Benefits of Filing Chapter 13
There are several advantages to filing for chapter 13 bankruptcy over other types of bankruptcy. The most notable of these is the ability for debtors to save their home from foreclosure. Filing a chapter 13 bankruptcy can stop a potential foreclosure, and allows a debtor to keep his or her home. Given the recent economic pressures facing homeowners, chapter 13 is a great help when mortgage payments become too difficult to maintain.
Chapter 13 Eligibility
In order to file under chapter 13 bankruptcy law, several guidelines must be met.
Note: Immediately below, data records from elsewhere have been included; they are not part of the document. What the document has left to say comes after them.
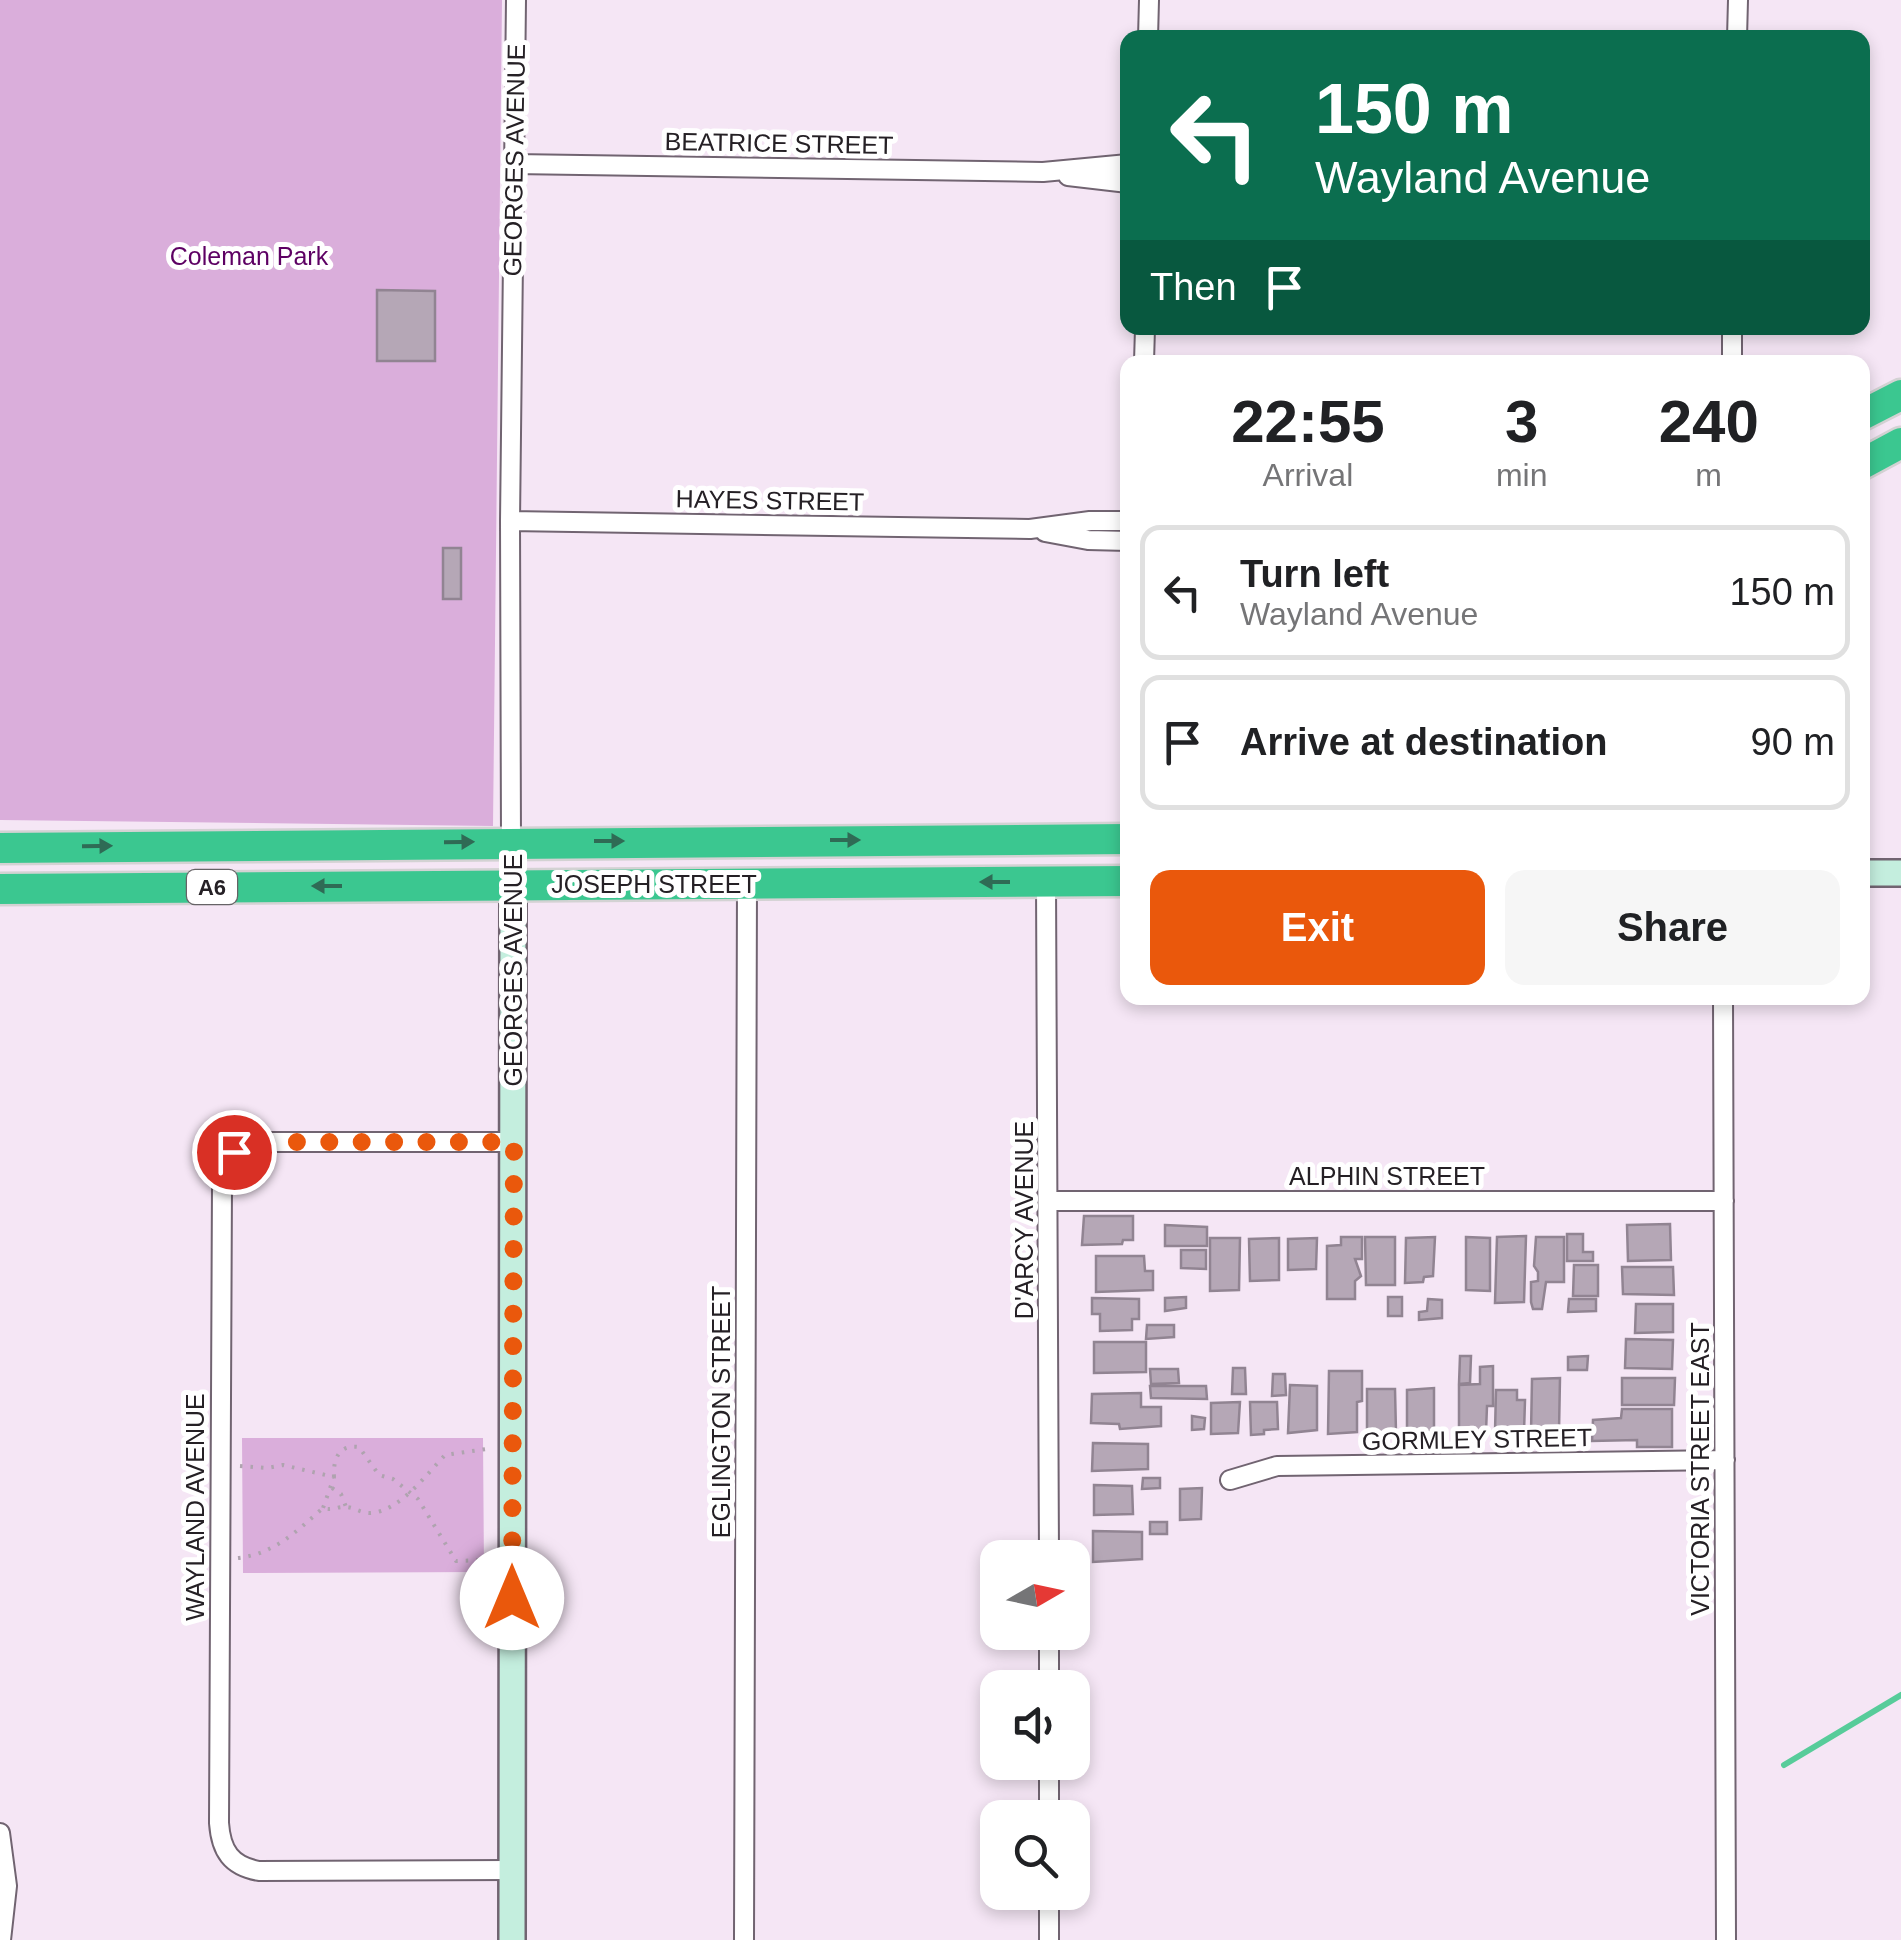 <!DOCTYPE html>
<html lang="en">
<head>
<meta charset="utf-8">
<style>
  body { margin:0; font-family:Helvetica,sans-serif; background:#f6f6f6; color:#202124; height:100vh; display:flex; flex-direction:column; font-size:38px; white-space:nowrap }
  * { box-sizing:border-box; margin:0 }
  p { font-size:32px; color:#757577 }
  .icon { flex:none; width:55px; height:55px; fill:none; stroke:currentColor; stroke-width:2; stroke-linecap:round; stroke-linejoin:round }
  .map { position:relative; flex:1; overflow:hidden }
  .details { position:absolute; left:1120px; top:355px; width:750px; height:650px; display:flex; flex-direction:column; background:#fff; border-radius:20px; box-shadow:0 5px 15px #0003 }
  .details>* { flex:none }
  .hud { position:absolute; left:1120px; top:30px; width:750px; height:305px; border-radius:20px; box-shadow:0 5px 15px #0003; background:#0b6e4f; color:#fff; overflow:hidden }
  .needle { width:65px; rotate:81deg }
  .controls { position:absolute; left:980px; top:1540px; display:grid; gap:20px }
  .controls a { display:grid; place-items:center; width:110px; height:110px; border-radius:20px; background:#fff; box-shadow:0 5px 15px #0003; font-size:50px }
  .pin { position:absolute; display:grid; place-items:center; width:85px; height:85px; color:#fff; margin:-42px; border:5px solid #fff; border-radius:50%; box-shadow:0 2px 10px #0007 }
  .me { position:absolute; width:110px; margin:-55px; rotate:0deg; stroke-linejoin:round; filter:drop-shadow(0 0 8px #0008) }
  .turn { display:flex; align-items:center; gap:35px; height:210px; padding:0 30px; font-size:45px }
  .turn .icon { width:130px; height:130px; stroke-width:2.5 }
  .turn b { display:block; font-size:70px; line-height:85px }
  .then { display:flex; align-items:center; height:95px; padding:0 30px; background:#0003; gap:20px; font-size:38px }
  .eta { display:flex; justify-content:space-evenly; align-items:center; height:170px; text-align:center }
  .eta b { font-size:60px; font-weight:600; line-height:70px }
  .cta { display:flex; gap:20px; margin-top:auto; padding:20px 30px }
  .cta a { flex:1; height:115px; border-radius:20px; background:#ea580c; color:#fff; font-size:40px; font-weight:600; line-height:115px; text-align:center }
  .cta a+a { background:#f6f6f6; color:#202124 }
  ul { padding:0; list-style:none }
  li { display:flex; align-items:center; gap:30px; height:135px; margin:0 20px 15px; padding:0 10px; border:5px solid #e0e0e0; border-radius:20px }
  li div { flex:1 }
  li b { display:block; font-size:38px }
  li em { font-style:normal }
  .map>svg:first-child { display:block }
</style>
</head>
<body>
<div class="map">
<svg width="1901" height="1940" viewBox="0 0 1901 1940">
  <rect width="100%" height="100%" fill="#f5e6f5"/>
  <!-- green -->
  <path fill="#daaedb" d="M0,0H502L493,826L0,820Z
    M242,1438H483L484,1572L243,1573Z"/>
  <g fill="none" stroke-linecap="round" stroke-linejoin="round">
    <!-- stream -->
    <path stroke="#57cc9a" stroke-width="6" d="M1784,1765L1901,1695"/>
  </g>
  <!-- building -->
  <path fill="#b5a7b6" stroke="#918492" stroke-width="2.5" d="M377,290L435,291V361H377Z
    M443,548H461V599H443Z
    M1084,1216H1133V1240H1123L1122,1244L1082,1245Z
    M1670,1224L1671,1260L1628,1261L1627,1225Z
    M1165,1225L1207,1227V1246H1165Z
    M1567,1234H1583V1252H1593V1261H1567Z
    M1526,1236L1524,1302L1495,1303L1497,1237Z
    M1341,1237H1362V1259H1355L1361,1276L1355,1281V1299H1327V1246L1341,1245Z
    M1365,1237H1395V1285H1366Z
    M1435,1237L1433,1276L1424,1277L1423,1282L1405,1283L1406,1238Z
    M1466,1237L1490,1238V1291L1466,1290Z
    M1536,1237H1564V1282H1546L1542,1309H1533L1531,1302V1282L1538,1281V1272L1534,1266Z
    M1210,1238H1240L1239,1290L1210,1291Z
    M1279,1238V1280L1250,1281L1249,1239Z
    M1317,1238L1316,1269L1288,1270V1239Z
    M1181,1250H1206V1269L1181,1268Z
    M1096,1256H1144L1145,1271H1153V1290L1096,1292Z
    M1574,1265H1598V1296H1573Z
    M1622,1267H1673L1674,1295L1623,1294Z
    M1186,1297V1308L1165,1311V1298Z
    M1388,1297H1402V1316H1388Z
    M1092,1298L1139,1299V1319H1132V1330L1100,1331V1314H1092Z
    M1428,1299L1442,1300V1318L1419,1320V1312L1427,1311Z
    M1569,1299H1596V1311L1568,1312Z
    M1636,1304H1673V1332L1635,1333Z
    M1147,1325H1174V1337L1146,1339Z
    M1626,1339L1673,1340L1672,1369L1625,1368Z
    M1094,1342H1146V1372L1094,1373Z
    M1460,1356H1471L1470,1383L1459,1384Z
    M1588,1356L1587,1370H1568V1357Z
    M1493,1366V1406H1487L1486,1432L1459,1433V1385L1480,1384V1367Z
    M1233,1368H1245L1246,1394H1232Z
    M1150,1369H1178L1179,1383L1151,1384Z
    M1329,1371H1362V1401L1357,1402V1432L1328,1434Z
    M1273,1374H1285L1286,1395L1272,1396Z
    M1560,1378L1559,1431L1531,1433L1532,1379Z
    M1622,1378H1675L1674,1405H1622Z
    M1290,1385L1317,1386V1430L1288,1433Z
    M1150,1386H1206L1207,1399L1151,1398Z
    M1434,1388V1431L1407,1433V1390Z
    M1367,1389H1395L1396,1432H1367Z
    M1496,1390H1517V1400H1525L1524,1432H1495Z
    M1141,1393V1407H1161V1426L1120,1429L1119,1424L1091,1423L1092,1394Z
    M1240,1402L1238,1433L1211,1434V1403Z
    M1250,1402H1277L1278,1429L1264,1430V1434L1251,1435Z
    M1622,1409H1672V1447H1637V1440L1592,1441L1593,1420L1621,1418Z
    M1192,1416L1205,1418L1204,1429L1192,1430Z
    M1093,1443L1148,1444V1469L1092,1471Z
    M1143,1478H1160V1488L1142,1489Z
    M1094,1485L1132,1486L1133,1514L1094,1515Z
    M1202,1488L1201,1519L1180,1520V1489Z
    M1150,1522H1167V1534H1150Z
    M1093,1531L1142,1532V1559L1093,1562Z"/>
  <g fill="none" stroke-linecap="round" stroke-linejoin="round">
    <defs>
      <path id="street" d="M1148,38L1149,0
        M1737,38L1738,0
        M514,164L1043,172L1128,164
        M1068,176L1128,183
        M1144,362L1145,328
        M1732,362V328
        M510,521L1030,529L1090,521H1128
        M1045,532L1088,540L1128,541
        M511,841L510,521L516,0
        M1046,882L1049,1558
        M1723,998L1726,1940
        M1050,1201H1724
        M1230,1480L1277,1466L1725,1460
        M1049,1688V1632
        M1049,1818V1762
        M0,1833L7,1886L1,1940
        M512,1870L259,1871C231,1866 221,1851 219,1823L222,1185C223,1156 239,1145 266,1142H514
        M744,1940L747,884
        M1049,1940V1892"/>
      <path id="secondary" d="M1862,873H1901
        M512,1940L513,885"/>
      <path id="highway" d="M1862,415L1901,395
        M1862,464L1901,443
        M0,848L1128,839
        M0,889L1128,881"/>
    </defs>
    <!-- street casing -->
    <use href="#street" stroke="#716471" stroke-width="22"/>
    <!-- secondary casing -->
    <use href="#secondary" stroke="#716471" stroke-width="30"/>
    <!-- highway casing -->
    <use href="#highway" stroke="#d3d2d3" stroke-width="35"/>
    <!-- path -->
    <path stroke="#afa3af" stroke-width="4" stroke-dasharray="2.5 8" stroke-linecap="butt" d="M240,1466L267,1468L283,1465L334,1477L323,1508
      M334,1477C333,1460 338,1444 359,1447L379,1475L393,1479L418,1499L456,1561L486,1560
      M332,1488L341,1494L346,1507
      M238,1558C274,1554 297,1531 323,1508C333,1511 337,1506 347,1507C355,1508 361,1513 370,1513C399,1512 427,1474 445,1455L486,1449"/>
    <!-- street -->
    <use href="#street" stroke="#fff" stroke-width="18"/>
    <!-- secondary -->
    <use href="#secondary" stroke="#c4eede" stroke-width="25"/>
    <!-- highway -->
    <use href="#highway" stroke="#3bc790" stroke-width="30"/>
  </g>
  <!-- one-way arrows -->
  <defs><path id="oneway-solid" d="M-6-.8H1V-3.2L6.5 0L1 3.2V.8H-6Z" transform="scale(2.5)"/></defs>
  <g fill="#2f6b55">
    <use href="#oneway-solid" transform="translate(845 840)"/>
    <use href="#oneway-solid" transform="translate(609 841)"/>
    <use href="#oneway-solid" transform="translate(459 842) rotate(-1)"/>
    <use href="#oneway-solid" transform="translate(97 846) rotate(-1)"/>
    <use href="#oneway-solid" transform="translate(995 882) rotate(180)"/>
    <use href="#oneway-solid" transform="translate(327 886) rotate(180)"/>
  </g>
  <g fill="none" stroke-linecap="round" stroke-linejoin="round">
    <!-- route -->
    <path stroke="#ea580c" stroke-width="18" stroke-dasharray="0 32.4" d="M234,1152L245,1146L266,1142H514L512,1598"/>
  </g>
  <g text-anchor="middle" stroke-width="10" stroke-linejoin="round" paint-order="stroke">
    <!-- shield labels -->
    <rect fill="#fff" stroke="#666366" stroke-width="2.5" x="187" y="870" width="50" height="34" rx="8"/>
    <g font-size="22" font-weight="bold" fill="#252025">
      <text x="212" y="895">A6</text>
    </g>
    <!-- street labels -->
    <g font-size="25" fill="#252025" stroke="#fff">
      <text transform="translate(779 143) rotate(1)" y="9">BEATRICE STREET</text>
      <text transform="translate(514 160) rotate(-89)" y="9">GEORGES AVENUE</text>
      <text transform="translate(770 500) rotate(1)" y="9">HAYES STREET</text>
      <text x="654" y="893">JOSEPH STREET</text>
      <text transform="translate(513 970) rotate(-90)" y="9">GEORGES AVENUE</text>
      <text x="1387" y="1185">ALPHIN STREET</text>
      <text transform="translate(1024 1220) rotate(-90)" y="9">D'ARCY AVENUE</text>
      <text transform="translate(721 1412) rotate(-90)" y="9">EGLINGTON STREET</text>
      <text transform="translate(1477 1439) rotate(-1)" y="9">GORMLEY STREET</text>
      <text transform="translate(1700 1469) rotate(-90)" y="9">VICTORIA STREET EAST</text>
      <text transform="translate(195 1507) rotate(-90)" y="9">WAYLAND AVENUE</text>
    </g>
    <!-- park labels -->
    <g font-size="25" fill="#5d0063" stroke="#fff">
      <text x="249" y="265">Coleman Park</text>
    </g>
  </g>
</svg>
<div class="controls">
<a><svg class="needle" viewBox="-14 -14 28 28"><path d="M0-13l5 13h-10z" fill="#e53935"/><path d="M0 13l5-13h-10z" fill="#757577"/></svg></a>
<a><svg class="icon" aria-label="sound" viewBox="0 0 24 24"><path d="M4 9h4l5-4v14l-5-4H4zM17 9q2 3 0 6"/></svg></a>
<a><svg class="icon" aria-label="search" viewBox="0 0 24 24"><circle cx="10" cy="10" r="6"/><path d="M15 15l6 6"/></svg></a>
</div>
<div class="pin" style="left:234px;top:1152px;background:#d93025"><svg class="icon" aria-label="arrive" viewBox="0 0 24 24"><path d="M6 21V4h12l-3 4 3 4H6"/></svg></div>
<svg class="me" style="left:512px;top:1598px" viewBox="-20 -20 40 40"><circle r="19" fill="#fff"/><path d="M0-13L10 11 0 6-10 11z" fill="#ea580c"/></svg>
<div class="hud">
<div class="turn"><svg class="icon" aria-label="left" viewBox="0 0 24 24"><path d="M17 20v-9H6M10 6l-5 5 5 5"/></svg><div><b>150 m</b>Wayland Avenue</div></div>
<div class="then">Then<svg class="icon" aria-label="arrive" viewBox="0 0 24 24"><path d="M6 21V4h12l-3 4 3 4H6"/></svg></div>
</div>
<section class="details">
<div class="eta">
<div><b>22:55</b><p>Arrival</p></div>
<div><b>3</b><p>min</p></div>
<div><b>240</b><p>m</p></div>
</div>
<ul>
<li><svg class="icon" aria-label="left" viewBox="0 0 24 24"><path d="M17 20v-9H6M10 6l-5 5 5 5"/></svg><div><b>Turn left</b><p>Wayland Avenue</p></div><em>150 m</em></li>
<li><svg class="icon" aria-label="arrive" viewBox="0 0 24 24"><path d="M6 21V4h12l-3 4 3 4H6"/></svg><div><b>Arrive at destination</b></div><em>90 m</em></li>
</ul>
<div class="cta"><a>Exit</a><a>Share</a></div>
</section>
</div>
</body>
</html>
Some of the general requirements are listed below:
- Employed individuals, or self-employed operating and unincorporated business
- Unsecured debt (such as credit cards and personal loans) must be less than $336,900
- Secured debts (home loans, auto loans) must be less than $1,010,650
- No prior bankruptcy petition was dismissed in the previous 180 days due to debtors failure to appear in court.
- Credit counseling must have been completed in 180 prior to filing chapter 13
Only a qualified bankruptcy lawyer can determine if your financial situation warrants filing chapter 13 bankruptcy. Consulting with a bankruptcy attorney should be the first step for anyone considering filing bankruptcy to get relief from overwhelming debt.